▶ _WHAT YOU NEED TO DO_
In the records below, the line containing "paint(building, '#ee9d9c');" marks the start. Copy that line and everything after it exactly, through the last line.

▶ _GIVEN RECORDS_
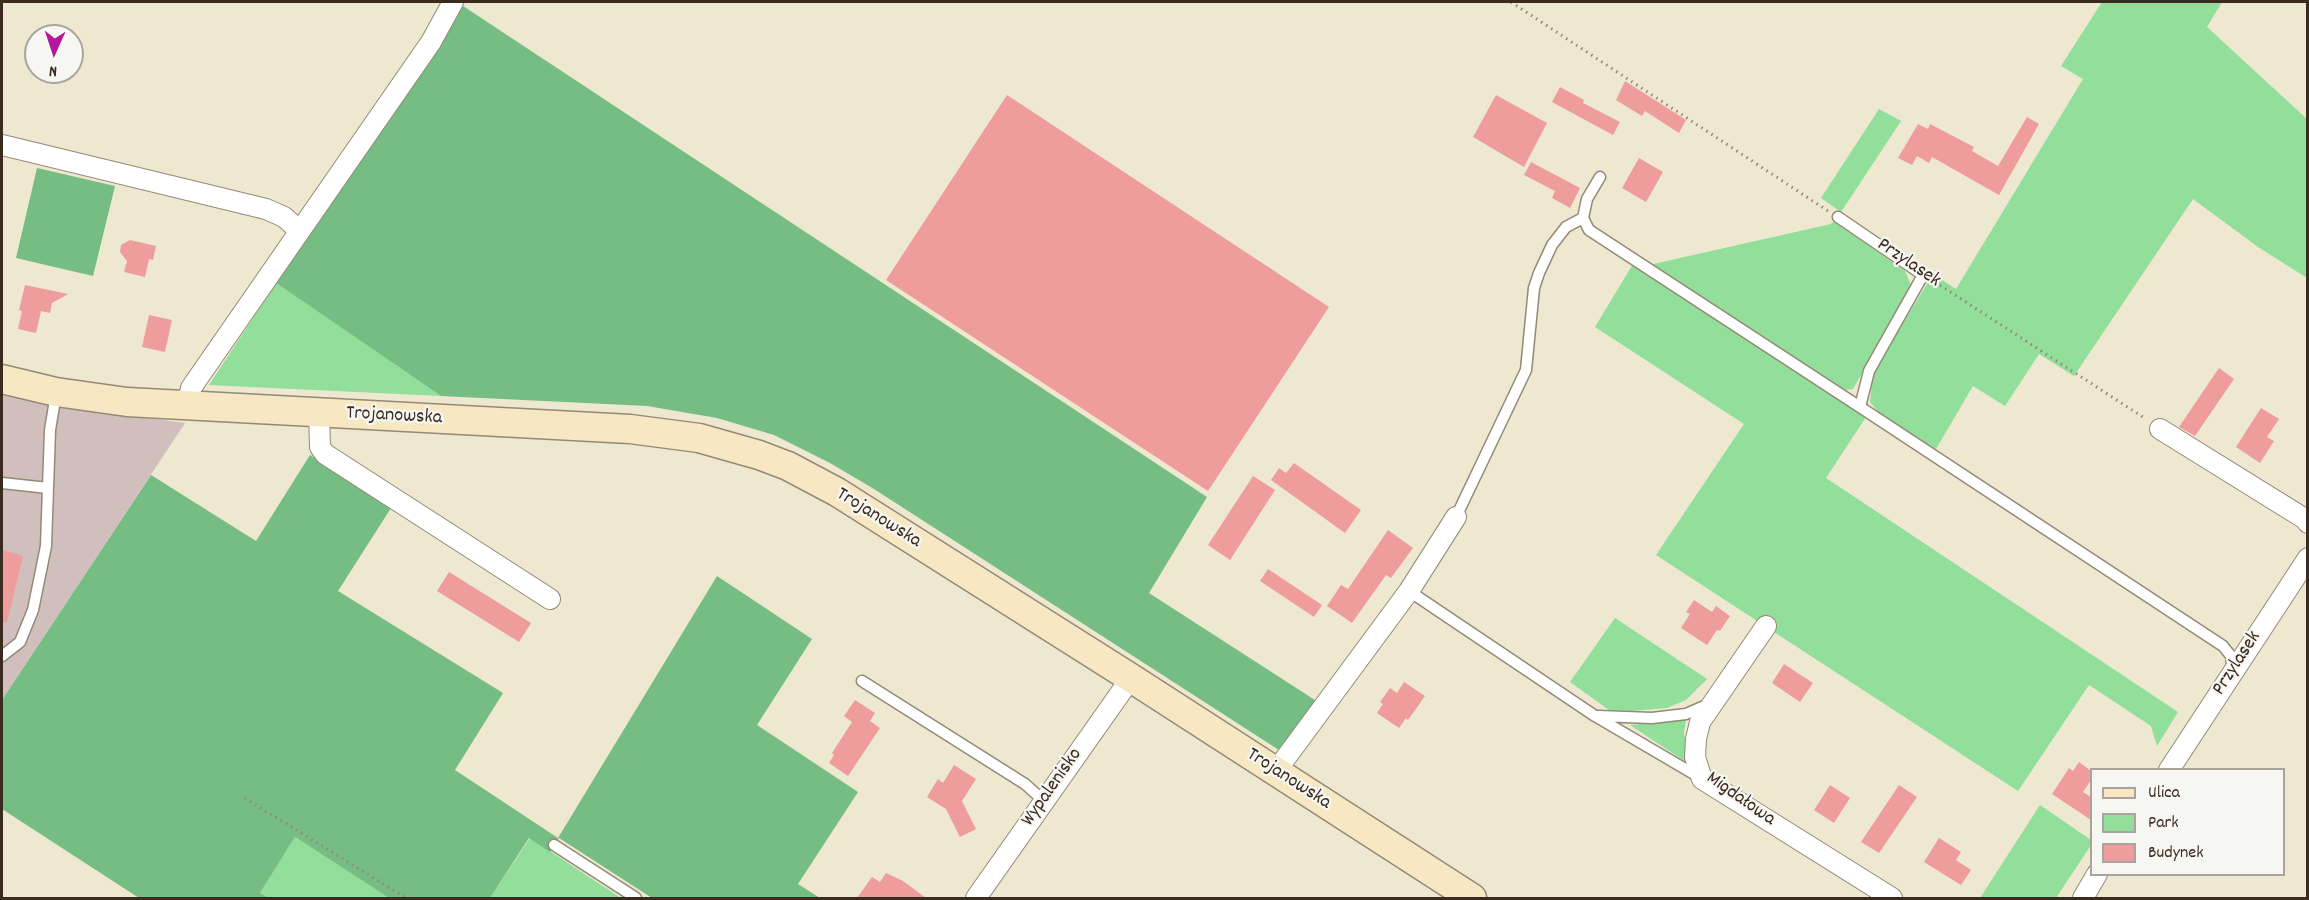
<!DOCTYPE html>
<html>
<head>
<meta charset="utf-8">
<style>
  body { margin:0 }
  #map { position:relative; width:2309px; height:900px; overflow:hidden; background:#ede8cf; font-family:Dekko,sans-serif }
  canvas { display:block }
  .frame { position:absolute; inset:0; border:3px solid #3b2a1e; pointer-events:none }
  .legend { position:absolute; left:2090px; top:768px; width:195px; height:108px; box-sizing:border-box; background:#f6f6f2; border:2px solid #aba49d; margin:0; padding:8px 10px; list-style:none; font-size:18px; color:#3b2a1e }
  .legend li { display:flex; align-items:center; gap:12px; height:30px }
  .legend b { width:30px; border:2px solid #aba49d }
  .north { position:absolute; left:24px; top:24px; width:60px; height:60px; box-sizing:border-box; background:#f6f6f2; border:2px solid #aba49d; border-radius:50%; rotate:183deg; font-size:16px; font-weight:700; line-height:24px; text-align:center; color:#3b2a1e }
  .north::after { content:''; display:block; margin:auto; width:21px; height:27px; background:#b5179e; clip-path:polygon(50% 0,100% 100%,50% 72%,0 100%) }
</style>
</head>
<body>
<div id="map">
<canvas width="2309" height="900"></canvas>
<div class="frame"></div>
<ul class="legend">
<li><b style="height:8px;background:#f7e8c3"></b>Ulica</li>
<li><b style="height:16px;background:#92de9b"></b>Park</li>
<li><b style="height:16px;background:#ee9d9c"></b>Budynek</li>
</ul>
<div class="north">N</div>
</div>
<script>
const c = document.querySelector('canvas').getContext('2d');
c.lineJoin = 'round';
function paint(path, color) {
  c.fillStyle = color;
  c.fill(path, 'evenodd');
}
function poly(rows) {
  const path = new Path2D();
  for (const r of rows) {
    path.moveTo(r[0], r[1]);
    for (let i = 2; i < r.length; i += 2) path.lineTo(r[i], r[i + 1]);
  }
  return path;
}
function stroke(path, color, width, dash) {
  c.strokeStyle = color;
  c.lineWidth = width;
  c.lineCap = dash ? 'butt' : 'round';
  c.setLineDash(dash || []);
  c.stroke(path);
}
function label(font, color, halo, rows, align = 'center') {
  c.font = font + ' Dekko,sans-serif';
  c.lineWidth = 4.5;
  c.setLineDash([]);
  c.textBaseline = 'middle';
  c.strokeStyle = halo;
  c.fillStyle = color;
  for (const [text, x, y, turn = 0] of rows) {
    c.save();
    c.translate(x, y);
    c.rotate((+turn || 0) * Math.PI / 180);
    c.textAlign = isNaN(turn) ? turn : align;
    if (halo) c.strokeText(text, 0, 0);
    c.fillText(text, 0, 0);
    c.restore();
  }
}
const industrial = poly([
  [2,389,93,410,185,423,2,700]
]);
const green = poly([
  [2102,2,2222,2,2207,27,2307,119,2307,278,2258,247,2193,199,2074,376,2039,354,2005,406,1973,386,1936,449,1881,415,1870,402,1873,373,1933,274,1956,289,2083,79,2061,66],
  [1879,109,1901,121,1841,212,1821,198],
  [1834,221,1905,271,1911,285,1906,297,1853,389,1845,390,1649,265,1831,224],
  [1633,264,1866,417,1826,478,2178,712,2157,746,2151,726,2089,685,2018,791,1656,555,1744,424,1595,327],
  [276,283,441,396,209,385],
  [1615,618,1707,679,1686,700,1667,708,1631,711,1609,710,1570,682],
  [1686,719,1684,733,1689,764,1630,725],
  [2040,805,2091,840,2091,845,2056,898,1980,898],
  [295,837,389,898,269,898,260,893],
  [530,838,621,898,490,898]
]);
const forest = poly([
  [460,4,1207,497,1149,593,1318,702,1282,752,874,489,830,463,774,435,717,418,647,406,441,396,276,283],
  [37,168,115,186,93,276,16,258],
  [310,455,391,508,338,591,503,693,455,770,558,838,717,576,812,639,757,725,858,792,798,884,820,898,652,898,559,838,550,852,529,838,490,898,389,898,295,837,260,893,269,898,139,898,2,809,2,700,151,475,256,541]
]);
const building = poly([
  [1625,81,1686,120,1679,133,1645,111,1642,116,1616,100],
  [1560,87,1584,100,1583,103,1620,122,1613,135,1552,102],
  [1007,95,1329,307,1208,491,886,280],
  [1496,95,1547,123,1524,167,1473,137],
  [2027,117,2039,124,1999,195,1932,157,1929,163,1917,156,1912,165,1898,158,1918,124,1928,129,1930,124,1974,147,1972,151,1998,166],
  [1639,158,1663,172,1646,202,1622,188],
  [1531,162,1580,188,1570,208,1552,198,1555,191,1524,175],
  [130,240,156,246,153,260,149,259,145,277,124,272,127,261,120,252,121,245],
  [25,285,68,294,52,303,50,313,41,311,36,333,18,329,22,311,19,310],
  [149,315,172,320,165,352,142,347],
  [2219,368,2234,379,2195,436,2179,427],
  [2261,408,2279,419,2267,437,2274,441,2260,463,2236,447],
  [1294,463,1361,510,1345,533,1271,480,1279,468,1286,473],
  [1253,476,1275,490,1230,560,1208,545],
  [1388,530,1413,548,1391,578,1386,575,1352,623,1327,606,1341,585,1348,589],
  [2,550,23,556,7,622,2,622],
  [1268,569,1322,605,1314,617,1260,581],
  [449,572,531,623,519,642,437,591],
  [1694,600,1712,612,1716,606,1730,616,1720,631,1717,630,1707,645,1681,628,1690,614,1686,612],
  [1784,664,1813,683,1800,702,1772,683],
  [1404,682,1425,696,1408,720,1406,718,1399,728,1377,713,1383,704,1380,702,1390,688,1397,693],
  [855,700,875,713,870,721,880,728,848,776,829,763,834,755,832,753,852,722,844,716],
  [2079,762,2091,771,2091,780,2083,792,2091,797,2091,820,2052,794,2069,768,2073,771],
  [954,765,976,779,962,801,976,829,960,837,946,809,927,797,938,779,943,783],
  [1830,785,1850,798,1834,823,1814,810],
  [1899,785,1917,797,1879,853,1861,842],
  [1939,838,1961,852,1956,860,1971,870,1961,885,1924,862],
  [886,873,903,881,926,898,857,898,872,877,880,882]
]);
const path = poly([
  [1511,2,1828,211],
  [1935,282,2146,419],
  [245,798,406,898]
]);
const lane = poly([
  [1600,177,1587,199,1583,218,1589,230,1860,407],
  [1838,217,1923,275,1869,371,1860,407,2223,646,2231,656,2233,671],
  [2,483,48,488],
  [1456,517,1526,370,1534,288,1539,273,1552,245,1566,227,1583,218],
  [1409,591,1595,716,1699,777],
  [2,656,20,642,33,610,46,546,50,430,56,394],
  [862,681,1025,784,1044,801],
  [1598,716,1652,718,1686,714,1709,704],
  [554,845,636,898]
]);
const street = poly([
  [2,145,266,209,284,217,300,231],
  [187,407,191,388,431,42,453,2],
  [319,413,320,447,325,454,550,599],
  [2160,429,2305,519,2308,523],
  [1766,626,1700,722,1696,739,1695,757,1702,779,1892,898],
  [2169,770,2308,558],
  [1276,771,1409,591,1456,517],
  [976,898,1131,678],
  [2083,898,2097,874]
]);
const secondary = poly([
  [2,379,56,392,127,402,630,429,699,438,759,455,788,466,837,492,1131,678,1472,898]
]);
const streetNames = [
  ["Przylasek",1908,264,34],
  ["Trojanowska",394,417,3],
  ["Trojanowska",878,519,32],
  ["Przylasek",2238,664,-57],
  ["Trojanowska",1288,780,33],
  ["Wypalenisko",1053,788,-55],
  ["Migdałowa",1740,800,35]
];
paint(industrial, '#d1bfbe');
paint(green, '#92de9b');
paint(forest, '#75bd83');
paint(building, '#ee9d9c');
stroke(lane, '#948976', 13);
stroke(street, '#948976', 22);
stroke(secondary, '#948976', 31);
stroke(path, '#948976', 3, [1.5, 4.5]);
stroke(lane, '#fff', 10);
stroke(street, '#fff', 20);
stroke(secondary, '#f7e8c3', 28);
label('20px', '#3b2a1e', '#f6f6f2', streetNames);
</script>
</body>
</html>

▶ _WRITTEN SOLUTION_
paint(building, '#ee9d9c');
stroke(lane, '#948976', 13);
stroke(street, '#948976', 22);
stroke(secondary, '#948976', 31);
stroke(path, '#948976', 3, [1.5, 4.5]);
stroke(lane, '#fff', 10);
stroke(street, '#fff', 20);
stroke(secondary, '#f7e8c3', 28);
label('20px', '#3b2a1e', '#f6f6f2', streetNames);
</script>
</body>
</html>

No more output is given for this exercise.